Something like the trace of a tensor

Question

I'm going through some Lorentzian geometry and had some questions about different ways of getting a scalar out of a $(0, 2)$-tensor. Let us denote it by $T_{ab}$. Suppose we're on a pseudo-Riemannian manifold $(M, g)$ of dimension $n + 1$. The most (?) natural way of getting a scalar out of $T$ is the trace: $$ \text{tr}T = g^{ab}T_{ab}. $$ In GR I often see a different scalar appearing, namely $$ T_{ab}T^{ab}. $$ Is there a name for this operation? Is it just contraction of $T$ with its dual? Is there some way of understanding it as a norm, or anything like that?

Second: Is there a relationship between this scalar and $\text{tr}T$?

Finally, what is meant by $|T|$? I see this appearing in some papers.

Any help is much appreciated!

Answer 1

A Riemannian metric is, among other things, an inner product on $(1,0)$ tensors (i.e. tangent vectors). $$ \langle u,v\rangle=g_{ab}u^av^a\ \ \ \ \ \ \ u,v\in T^1_0M $$ This generalizes naturally to an inner product on tensors of any rank, given by $$ \langle U,V\rangle=g_{a_1c_1}\dots g_{a_kc_k}g^{b_1d_1}\dots g^{b_ld_l}U^{a_1\dots a_k}{}_{b_1\dots b_l}V^{c_1\dots c_k}{}_{d_1\dots d_l} $$ $$ U,V\in T^k_l M $$ The expression you write down is just $\langle T,T\rangle$, which we may also write as $\|T\|^2$ where $\|\ \ \|$ is the norm induced by the inner product.

The symbol $|T|$ may denote the above norm, but not always. For example, it's common to write the Riemannian volume form as $$ dV_g=\sqrt{|g|}\ dx^1\wedge\dots\wedge dx^n $$ Here $|g|$ denotes the absolute value of the determinant of the coordinate representation of $g$. This "determinant" is coordinate dependent, and is frequently used when writing integral expressions in coordinates.

Answer 2

We can look at this question in a slightly more general situation, where on a manifold $M$ of dimension $d$ we are given a non-degenerate symmetric $(0,2)$-tensor $g_{ab}$, and a $(0,2)$-tensor $T_{ab}$. Here I use the so-called abstract index notation. The non-degeneracy of $g_{ab}$ means that there is a $g^{ab}$ such that $g_{ac}g^{cb} = \delta_a{}^b$ (the Kronecker symbol, representing the identity map $\delta_a{}^b \colon V^a \to V^b$ where for the moment let $V^a$ be the tangent bundle of $M$).

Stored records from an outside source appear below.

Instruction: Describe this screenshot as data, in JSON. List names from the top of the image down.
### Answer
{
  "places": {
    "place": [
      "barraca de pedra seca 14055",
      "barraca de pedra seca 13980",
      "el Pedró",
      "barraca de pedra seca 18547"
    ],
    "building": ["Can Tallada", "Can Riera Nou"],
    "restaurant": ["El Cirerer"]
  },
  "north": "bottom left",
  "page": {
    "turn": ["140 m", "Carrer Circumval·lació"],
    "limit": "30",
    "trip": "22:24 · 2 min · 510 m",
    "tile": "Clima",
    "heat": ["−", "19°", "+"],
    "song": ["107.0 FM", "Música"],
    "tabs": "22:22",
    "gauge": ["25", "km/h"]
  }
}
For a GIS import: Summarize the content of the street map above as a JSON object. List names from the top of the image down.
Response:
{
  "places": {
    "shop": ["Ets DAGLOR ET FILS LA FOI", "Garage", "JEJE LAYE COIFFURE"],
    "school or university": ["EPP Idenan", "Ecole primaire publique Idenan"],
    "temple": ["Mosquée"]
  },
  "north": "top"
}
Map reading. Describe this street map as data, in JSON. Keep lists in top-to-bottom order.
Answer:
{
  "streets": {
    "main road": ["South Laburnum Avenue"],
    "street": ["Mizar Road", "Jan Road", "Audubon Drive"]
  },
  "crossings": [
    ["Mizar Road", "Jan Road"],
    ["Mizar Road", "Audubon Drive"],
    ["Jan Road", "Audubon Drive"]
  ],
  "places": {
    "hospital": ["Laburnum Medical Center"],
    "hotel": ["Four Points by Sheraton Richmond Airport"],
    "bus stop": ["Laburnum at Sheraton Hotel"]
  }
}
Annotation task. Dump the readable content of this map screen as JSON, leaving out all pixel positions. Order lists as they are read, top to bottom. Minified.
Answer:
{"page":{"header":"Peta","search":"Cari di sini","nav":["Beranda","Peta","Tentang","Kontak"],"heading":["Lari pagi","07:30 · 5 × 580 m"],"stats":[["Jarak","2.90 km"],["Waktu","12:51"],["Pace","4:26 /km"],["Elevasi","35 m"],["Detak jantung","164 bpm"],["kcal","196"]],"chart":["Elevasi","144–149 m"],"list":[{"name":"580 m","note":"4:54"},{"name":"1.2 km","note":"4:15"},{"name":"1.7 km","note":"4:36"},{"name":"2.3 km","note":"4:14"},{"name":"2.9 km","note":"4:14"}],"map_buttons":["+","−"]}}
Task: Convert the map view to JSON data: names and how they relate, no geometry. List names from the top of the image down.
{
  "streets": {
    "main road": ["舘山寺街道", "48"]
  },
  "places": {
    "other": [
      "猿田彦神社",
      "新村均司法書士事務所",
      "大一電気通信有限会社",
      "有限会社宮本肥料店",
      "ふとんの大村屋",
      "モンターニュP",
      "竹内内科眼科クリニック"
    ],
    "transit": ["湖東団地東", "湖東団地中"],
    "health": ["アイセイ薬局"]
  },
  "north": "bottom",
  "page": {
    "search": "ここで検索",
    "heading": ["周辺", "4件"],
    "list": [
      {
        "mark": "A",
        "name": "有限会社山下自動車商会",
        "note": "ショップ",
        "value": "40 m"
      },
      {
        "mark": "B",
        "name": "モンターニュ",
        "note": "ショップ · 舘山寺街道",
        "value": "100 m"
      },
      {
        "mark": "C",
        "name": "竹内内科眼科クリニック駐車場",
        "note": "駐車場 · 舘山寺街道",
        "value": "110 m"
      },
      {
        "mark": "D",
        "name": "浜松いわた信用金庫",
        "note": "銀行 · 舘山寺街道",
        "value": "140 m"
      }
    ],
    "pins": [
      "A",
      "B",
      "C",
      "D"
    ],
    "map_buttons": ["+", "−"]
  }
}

So, what can we potentially make out of tensor $T$ using only the given structure $g$?

Naturally, we would like to keep things within certain computability constraints and decide to restrict our freedom to all sorts of finite linear combinations of partial contractions which have the following form:

$$ g_{ab} \dots g_{cd} g^{ef} \dots g^{kl} T_{rs} \dots T_{pq} $$

where some of the upper indices may coincide with some lower indices whenever it makes sense.

Some examples of such contractions would be the corresponding linear transformation $T \colon V \to V$ given by $T_a{}^b = g^{bc} T_{ac}$, its trace $\mathrm{T} := T_a{}^a$, which is the same as $\mathrm{tr_g}T = g^{ab}T_{ab}$, the square of $T$ given by $(T^2)_a{}^b = T_a{}^c T_c{}^b$, and so on.

In particular, we obtain a sequence $T^k$ of powers of $T$:

$$ (T^0)_a{}^b := \delta_a{}^b, (T^{k+1})_a{}^b := (T^k)_a{}^cT_c{}^b,k \ge 0 $$

Notice, that all these considerations are essentially the multi-linear algebra. We proliferate some quantities from tensor spaces over $M$, which are known to be not irreducible. I will not go into full details here (my goal is to give you some hints), but let me just mention that

$$ t_{ab} = t_{[ab]} + t_{(ab)} = t_{[ab]} + t_{(ab)_{0}} + \tfrac{\mathrm{tr}t}{d}g_{ab} $$

for any tensor $t_{ab}$. Here $t_{(ab)} := \tfrac{1}{2}(t_{ab} + t_{ba})$ and $t_{[ab]} := \tfrac{1}{2}(t_{ab} - t_{ba})$ are the symmetric and the anti-symmetric parts of $t_{ab}$, and $t_{(ab)_{0}} := t_{(ab)}-\tfrac{\mathrm{tr}t}{d}g_{ab}$ is the trace-free part of $t_{(ab)}$.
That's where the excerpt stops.